Every line below that includes the word "Convert" needs to be copied.

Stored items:

========================================================================

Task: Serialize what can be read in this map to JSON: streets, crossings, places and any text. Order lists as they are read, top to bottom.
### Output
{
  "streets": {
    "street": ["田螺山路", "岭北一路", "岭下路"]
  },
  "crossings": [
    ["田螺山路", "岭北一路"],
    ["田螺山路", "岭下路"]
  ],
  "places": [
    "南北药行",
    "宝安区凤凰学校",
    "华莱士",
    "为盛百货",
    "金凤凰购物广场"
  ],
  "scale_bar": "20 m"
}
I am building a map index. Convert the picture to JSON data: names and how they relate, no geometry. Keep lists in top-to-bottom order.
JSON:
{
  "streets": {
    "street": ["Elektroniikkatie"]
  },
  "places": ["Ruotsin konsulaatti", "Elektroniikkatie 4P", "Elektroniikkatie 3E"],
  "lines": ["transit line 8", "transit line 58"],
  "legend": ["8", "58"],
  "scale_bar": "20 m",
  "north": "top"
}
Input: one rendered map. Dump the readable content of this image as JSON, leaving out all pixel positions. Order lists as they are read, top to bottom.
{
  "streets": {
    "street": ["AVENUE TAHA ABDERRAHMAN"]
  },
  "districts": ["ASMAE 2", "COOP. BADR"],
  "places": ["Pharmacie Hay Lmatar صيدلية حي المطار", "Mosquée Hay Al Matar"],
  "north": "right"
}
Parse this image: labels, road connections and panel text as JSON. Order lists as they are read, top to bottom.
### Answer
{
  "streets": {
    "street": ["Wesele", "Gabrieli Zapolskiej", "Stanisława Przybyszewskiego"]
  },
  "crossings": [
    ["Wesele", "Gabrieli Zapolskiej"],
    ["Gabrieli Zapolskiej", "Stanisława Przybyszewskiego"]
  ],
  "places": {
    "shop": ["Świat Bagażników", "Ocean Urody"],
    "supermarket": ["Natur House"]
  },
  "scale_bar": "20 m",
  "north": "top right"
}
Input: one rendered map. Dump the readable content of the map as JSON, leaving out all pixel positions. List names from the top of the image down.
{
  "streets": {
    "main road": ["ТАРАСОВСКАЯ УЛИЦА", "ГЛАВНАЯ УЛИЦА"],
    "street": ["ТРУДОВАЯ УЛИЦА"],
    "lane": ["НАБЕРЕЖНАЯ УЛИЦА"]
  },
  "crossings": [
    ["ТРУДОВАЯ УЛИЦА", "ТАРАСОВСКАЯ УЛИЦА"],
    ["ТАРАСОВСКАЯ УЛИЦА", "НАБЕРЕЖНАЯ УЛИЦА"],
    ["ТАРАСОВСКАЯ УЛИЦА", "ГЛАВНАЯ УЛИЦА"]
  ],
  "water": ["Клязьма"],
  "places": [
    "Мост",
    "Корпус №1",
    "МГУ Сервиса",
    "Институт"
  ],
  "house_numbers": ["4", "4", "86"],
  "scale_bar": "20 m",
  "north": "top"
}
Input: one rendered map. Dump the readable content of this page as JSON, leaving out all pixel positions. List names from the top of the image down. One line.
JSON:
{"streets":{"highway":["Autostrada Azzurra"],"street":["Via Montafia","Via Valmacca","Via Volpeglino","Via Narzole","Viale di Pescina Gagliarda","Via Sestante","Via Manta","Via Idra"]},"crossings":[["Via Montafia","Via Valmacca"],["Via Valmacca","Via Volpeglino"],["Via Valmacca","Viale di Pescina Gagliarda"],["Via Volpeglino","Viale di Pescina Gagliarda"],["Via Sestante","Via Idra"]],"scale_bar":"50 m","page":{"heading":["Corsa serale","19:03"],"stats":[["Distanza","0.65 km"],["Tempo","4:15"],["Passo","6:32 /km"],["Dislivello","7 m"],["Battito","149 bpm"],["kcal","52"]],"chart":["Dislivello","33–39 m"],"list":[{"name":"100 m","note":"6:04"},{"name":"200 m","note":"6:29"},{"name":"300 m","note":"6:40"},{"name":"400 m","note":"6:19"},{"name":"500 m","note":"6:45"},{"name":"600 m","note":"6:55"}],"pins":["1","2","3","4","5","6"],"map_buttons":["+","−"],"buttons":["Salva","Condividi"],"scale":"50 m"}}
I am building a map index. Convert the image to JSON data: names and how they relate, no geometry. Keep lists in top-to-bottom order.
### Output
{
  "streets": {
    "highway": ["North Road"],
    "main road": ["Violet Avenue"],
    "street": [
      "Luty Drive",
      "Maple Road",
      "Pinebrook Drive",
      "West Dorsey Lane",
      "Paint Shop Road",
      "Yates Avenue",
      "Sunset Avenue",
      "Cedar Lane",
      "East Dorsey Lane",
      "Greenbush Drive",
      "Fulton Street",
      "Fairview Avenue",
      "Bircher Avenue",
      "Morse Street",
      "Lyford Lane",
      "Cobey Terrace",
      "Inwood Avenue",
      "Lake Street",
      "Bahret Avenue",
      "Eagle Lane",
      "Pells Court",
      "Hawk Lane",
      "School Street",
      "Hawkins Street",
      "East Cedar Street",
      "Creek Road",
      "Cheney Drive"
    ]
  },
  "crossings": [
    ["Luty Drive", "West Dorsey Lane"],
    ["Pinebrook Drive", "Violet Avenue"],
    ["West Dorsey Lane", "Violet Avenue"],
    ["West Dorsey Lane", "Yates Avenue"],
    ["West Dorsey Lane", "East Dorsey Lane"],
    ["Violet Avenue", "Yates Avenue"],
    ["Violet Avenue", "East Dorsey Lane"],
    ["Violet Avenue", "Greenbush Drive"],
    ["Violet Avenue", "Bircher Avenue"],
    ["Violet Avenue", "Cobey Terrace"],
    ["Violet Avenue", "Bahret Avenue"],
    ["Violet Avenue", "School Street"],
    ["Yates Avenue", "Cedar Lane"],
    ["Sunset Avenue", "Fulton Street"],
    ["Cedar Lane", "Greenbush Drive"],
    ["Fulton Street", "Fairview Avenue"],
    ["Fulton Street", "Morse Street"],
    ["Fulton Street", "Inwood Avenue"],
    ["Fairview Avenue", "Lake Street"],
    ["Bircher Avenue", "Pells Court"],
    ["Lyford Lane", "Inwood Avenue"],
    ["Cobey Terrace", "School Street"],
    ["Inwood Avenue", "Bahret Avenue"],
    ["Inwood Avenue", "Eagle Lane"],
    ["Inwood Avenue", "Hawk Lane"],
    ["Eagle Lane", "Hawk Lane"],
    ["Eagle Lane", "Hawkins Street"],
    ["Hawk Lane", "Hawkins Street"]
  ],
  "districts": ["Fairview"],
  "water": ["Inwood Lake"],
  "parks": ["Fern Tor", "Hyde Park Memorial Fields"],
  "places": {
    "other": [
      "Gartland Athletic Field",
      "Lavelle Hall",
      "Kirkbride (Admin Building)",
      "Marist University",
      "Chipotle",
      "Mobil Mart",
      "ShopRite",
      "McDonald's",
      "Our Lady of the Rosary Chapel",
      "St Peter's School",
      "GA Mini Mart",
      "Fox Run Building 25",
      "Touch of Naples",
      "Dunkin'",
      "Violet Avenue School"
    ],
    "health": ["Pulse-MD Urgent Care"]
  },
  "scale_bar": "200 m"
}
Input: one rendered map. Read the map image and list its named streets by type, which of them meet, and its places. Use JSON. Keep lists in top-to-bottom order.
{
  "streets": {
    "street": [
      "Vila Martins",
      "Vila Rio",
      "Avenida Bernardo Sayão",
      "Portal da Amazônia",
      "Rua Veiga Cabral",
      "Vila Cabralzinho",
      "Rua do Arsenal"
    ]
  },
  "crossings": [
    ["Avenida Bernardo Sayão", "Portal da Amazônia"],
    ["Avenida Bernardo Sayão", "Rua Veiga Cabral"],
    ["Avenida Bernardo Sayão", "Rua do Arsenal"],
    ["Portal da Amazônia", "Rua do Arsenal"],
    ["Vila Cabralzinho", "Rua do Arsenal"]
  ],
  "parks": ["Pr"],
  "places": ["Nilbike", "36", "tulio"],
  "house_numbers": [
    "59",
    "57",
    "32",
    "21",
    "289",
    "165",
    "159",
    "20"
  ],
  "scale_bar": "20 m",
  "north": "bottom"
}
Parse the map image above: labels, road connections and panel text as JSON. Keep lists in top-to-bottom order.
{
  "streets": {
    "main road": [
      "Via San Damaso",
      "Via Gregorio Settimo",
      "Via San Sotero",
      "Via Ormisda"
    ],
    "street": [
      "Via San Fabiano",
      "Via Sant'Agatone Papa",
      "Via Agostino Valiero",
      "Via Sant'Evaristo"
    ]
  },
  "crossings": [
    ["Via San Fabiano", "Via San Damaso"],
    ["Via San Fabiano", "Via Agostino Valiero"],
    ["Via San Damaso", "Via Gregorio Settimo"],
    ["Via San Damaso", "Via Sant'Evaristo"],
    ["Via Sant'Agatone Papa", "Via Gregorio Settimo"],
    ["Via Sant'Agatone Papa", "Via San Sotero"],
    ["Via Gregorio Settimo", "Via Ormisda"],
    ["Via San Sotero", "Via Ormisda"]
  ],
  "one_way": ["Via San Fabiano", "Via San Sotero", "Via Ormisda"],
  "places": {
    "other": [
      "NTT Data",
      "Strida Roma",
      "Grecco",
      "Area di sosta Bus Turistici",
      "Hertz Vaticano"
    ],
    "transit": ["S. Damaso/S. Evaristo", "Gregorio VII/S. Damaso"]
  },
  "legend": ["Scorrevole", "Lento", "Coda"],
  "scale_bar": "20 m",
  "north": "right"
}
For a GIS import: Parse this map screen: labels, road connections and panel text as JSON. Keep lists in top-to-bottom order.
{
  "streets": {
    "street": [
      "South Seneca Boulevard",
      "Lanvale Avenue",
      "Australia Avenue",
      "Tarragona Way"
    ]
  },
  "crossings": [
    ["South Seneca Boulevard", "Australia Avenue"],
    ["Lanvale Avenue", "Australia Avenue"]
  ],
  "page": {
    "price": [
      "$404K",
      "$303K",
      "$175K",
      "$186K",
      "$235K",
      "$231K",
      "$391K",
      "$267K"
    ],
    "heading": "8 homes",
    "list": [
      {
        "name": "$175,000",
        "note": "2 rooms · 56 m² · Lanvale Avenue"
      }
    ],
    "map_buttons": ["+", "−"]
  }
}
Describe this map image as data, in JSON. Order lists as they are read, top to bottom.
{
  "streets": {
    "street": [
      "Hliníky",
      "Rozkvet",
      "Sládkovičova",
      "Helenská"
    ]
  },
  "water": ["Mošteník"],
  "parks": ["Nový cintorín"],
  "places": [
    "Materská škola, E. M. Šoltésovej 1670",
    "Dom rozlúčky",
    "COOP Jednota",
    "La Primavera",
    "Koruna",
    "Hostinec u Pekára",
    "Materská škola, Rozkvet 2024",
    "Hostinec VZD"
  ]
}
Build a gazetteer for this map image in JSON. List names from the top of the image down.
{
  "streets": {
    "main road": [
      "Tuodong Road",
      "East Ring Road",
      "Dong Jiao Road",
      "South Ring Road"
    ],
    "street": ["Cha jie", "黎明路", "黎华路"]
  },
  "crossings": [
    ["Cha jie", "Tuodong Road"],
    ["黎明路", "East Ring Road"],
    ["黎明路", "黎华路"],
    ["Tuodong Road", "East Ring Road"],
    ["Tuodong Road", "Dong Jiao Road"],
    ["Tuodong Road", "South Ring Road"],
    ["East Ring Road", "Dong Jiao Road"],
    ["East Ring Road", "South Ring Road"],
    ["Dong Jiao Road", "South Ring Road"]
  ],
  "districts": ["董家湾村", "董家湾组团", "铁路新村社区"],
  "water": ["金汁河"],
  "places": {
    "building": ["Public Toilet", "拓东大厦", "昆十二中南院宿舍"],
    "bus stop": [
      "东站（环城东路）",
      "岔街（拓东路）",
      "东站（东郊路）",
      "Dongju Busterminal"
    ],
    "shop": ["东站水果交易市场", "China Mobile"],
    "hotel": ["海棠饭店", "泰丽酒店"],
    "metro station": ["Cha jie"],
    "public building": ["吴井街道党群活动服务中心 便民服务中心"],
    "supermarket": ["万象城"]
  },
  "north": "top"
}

========================================================================

** Solved exercise **
I am building a map index. Convert the picture to JSON data: names and how they relate, no geometry. Keep lists in top-to-bottom order.
I am building a map index. Convert the image to JSON data: names and how they relate, no geometry. Keep lists in top-to-bottom order.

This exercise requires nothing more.